Karl’s face was expressionless. The blood had dewed his skin. He held the sword out, like a diagonal slash between them. “Get out of the coach, Emilie,” he said. “Slowly.”
She did not move. “Come and get me,” she said. Next to her, the shape of Valten did not appear to have reacted to what was going on. That seemed odd to Karl.
“It’s over,” he said. “You can’t win.”
“Can’t we?” she asked. “It depends what you mean by winning. We can still remove your king from the board.”
She was talking about killing Valten, Karl realised. The blacksmith’s son would not understand her analogy to a game of chess, but he should still have realised that something was wrong. Karl had been counting on Valten being an ally in the carriage, helping them overcome the cultists. Instead something was wrong, and he didn’t know what it was. Then he thought about Val-ten’s posture and expression during the service that morning, and understood. They had drugged him, to make him suggestible. To make him bendable.
“But you, Karl Hoche,” Emilie said, breaking his thoughts, “whether I live or die, you will still be a mutant.”
The crowd around him moved at the word, heads turning, like river-rushes in a sudden wind.
“A vile cursed outcast thing, you are,” she said. “Why did you come back? Did you think that a touch from Sigmar would heal you? I have to tell you that his touch is just a man’s. More of a man’s than yours, though.”
The wide ring of watchers murmured in low dissenting voices.

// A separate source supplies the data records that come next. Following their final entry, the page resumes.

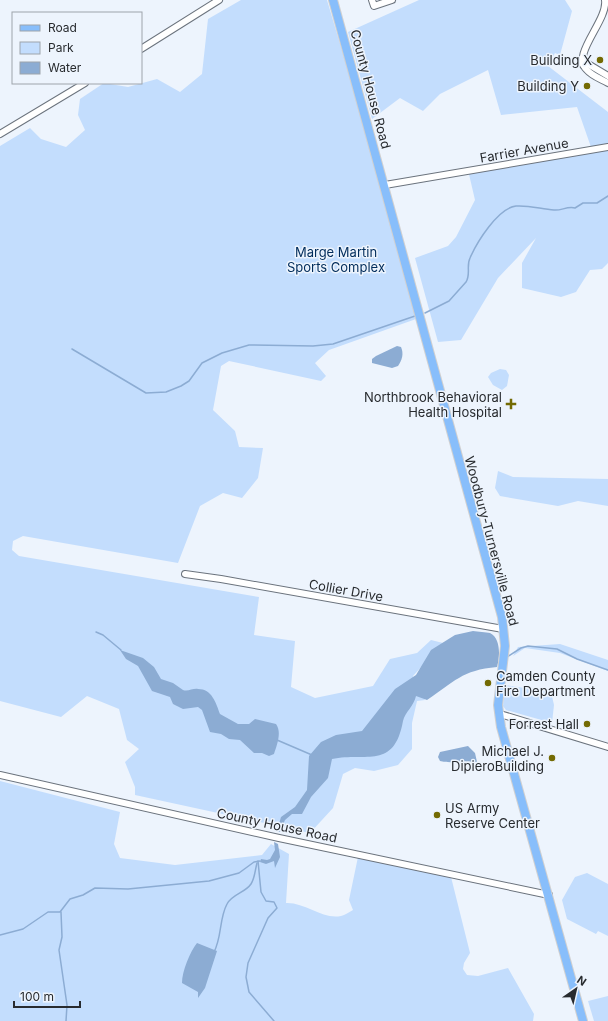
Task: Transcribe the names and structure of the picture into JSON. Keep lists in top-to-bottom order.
{
  "streets": {
    "main road": ["County House Road", "Woodbury-Turnersville Road"],
    "street": ["Farrier Avenue", "Collier Drive"]
  },
  "crossings": [
    ["County House Road", "Farrier Avenue"],
    ["County House Road", "Woodbury-Turnersville Road"],
    ["Farrier Avenue", "Woodbury-Turnersville Road"],
    ["Woodbury-Turnersville Road", "Collier Drive"]
  ],
  "parks": ["Marge Martin Sports Complex"],
  "places": {
    "other": [
      "Building X",
      "Building Y",
      "Camden County Fire Department",
      "Forrest Hall",
      "Michael J. DipieroBuilding",
      "US Army Reserve Center"
    ],
    "health": ["Northbrook Behavioral Health Hospital"]
  },
  "legend": ["Road", "Park", "Water"],
  "scale_bar": "100 m",
  "north": "top right"
}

Karl shook his head:
she had insulted him, and at the same time cast doubt into the crusaders’ minds about Valten’s claim to godhood. He reminded himself he must not underestimate Emilie: her wits were stunning.
“This ends now,” he said.
She murmured something that he didn’t catch.
“What?” he said.
Something like a wave hit him in the mind, and in a second he was filled with an awesome terror that pushed him backwards, away from the coach. Something of unutterable dreadfulness was in there, something he had to flee from. His eyes pressed tight shut and he was unable to open them. He felt his knees buckle, his legs moving of their own volition, all the most primitive parts of his mind screaming to get away from this place. Dimly, he heard cries and screams, heard the unmistakable tumult of a panicking crowd, and realised that whatever he had sensed, the crusaders around him had sensed too.

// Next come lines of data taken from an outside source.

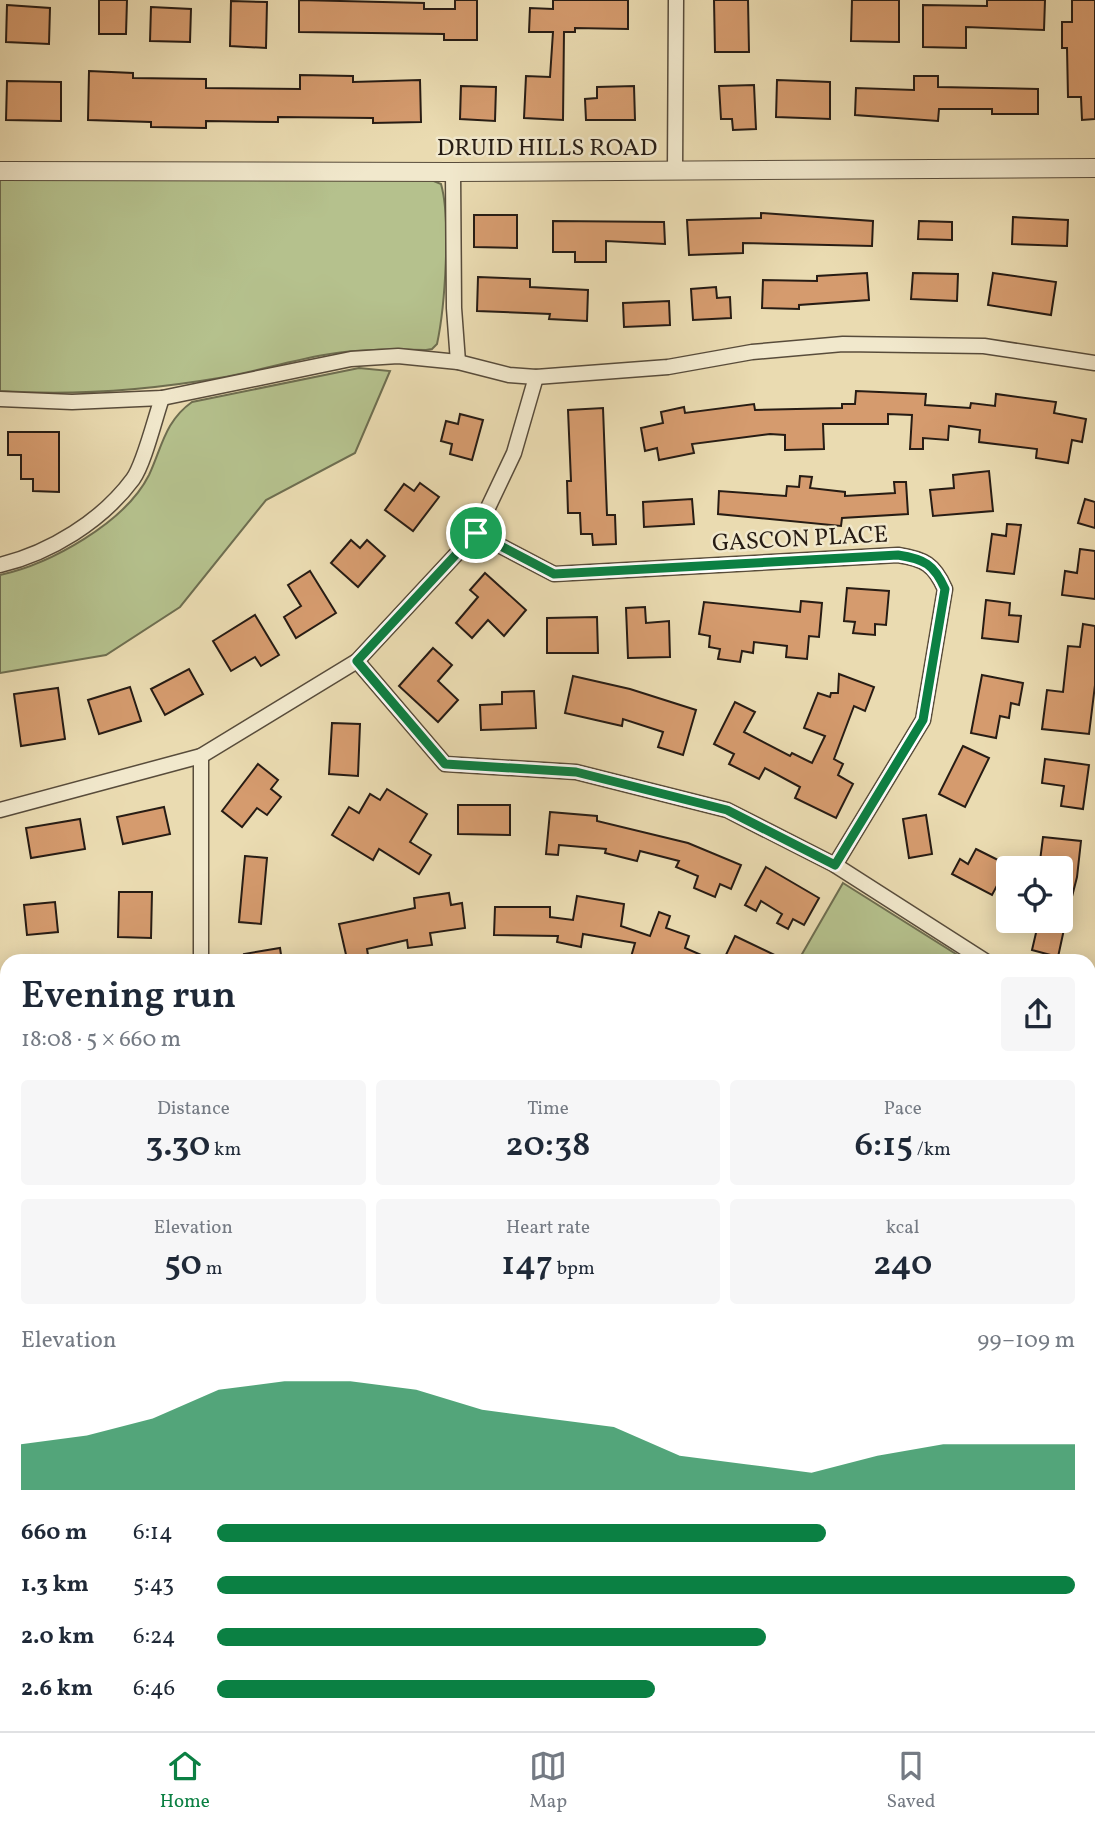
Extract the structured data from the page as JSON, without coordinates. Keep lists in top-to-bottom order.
{
  "streets": {
    "street": ["DRUID HILLS ROAD", "GASCON PLACE"]
  },
  "page": {
    "heading": ["Evening run", "18:08 · 5 × 660 m"],
    "stats": [
      ["Distance", "3.30 km"],
      ["Time", "20:38"],
      ["Pace", "6:15 /km"],
      ["Elevation", "50 m"],
      ["Heart rate", "147 bpm"],
      ["kcal", "240"]
    ],
    "chart": ["Elevation", "99–109 m"],
    "list": [
      {
        "name": "660 m",
        "note": "6:14"
      },
      {
        "name": "1.3 km",
        "note": "5:43"
      },
      {
        "name": "2.0 km",
        "note": "6:24"
      },
      {
        "name": "2.6 km",
        "note": "6:46"
      }
    ],
    "tabs": ["Home", "Map", "Saved"]
  }
}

He fought it. He had sworn his life to destroying darkness, not running from it. He had spent a night in a forest staring at bleaker horrors than this sense of nameless dread, and had survived, and had emerged stronger. This was terrible, awful fear but it was not a real fear, not compared to what he had already faced and beaten.
He willed himself to stand still, not to run, not to join the terrified crusaders in their flight. Instinct fought will; head fought heart. Muscle strained against muscle.
It would not beat him.
It was not real. He focused on that, forcing the fear out of his mind, giving himself a corner of space to think.
Not real. Magical. A spell, a daemonologist’s spell, he had read about in the old days of the Untersuchung. And as he realised, the sense of terror dropped away and he could open his eyes.
He was kneeling on the ground. He hadn’t realised he had dropped to his knees. He was soaked in sweat and every muscle in his body felt weak. His sword lay three feet away: he had dropped it. Someone was standing by him, towering over him: another person who had been able to resist the effects of Emilie’s magic.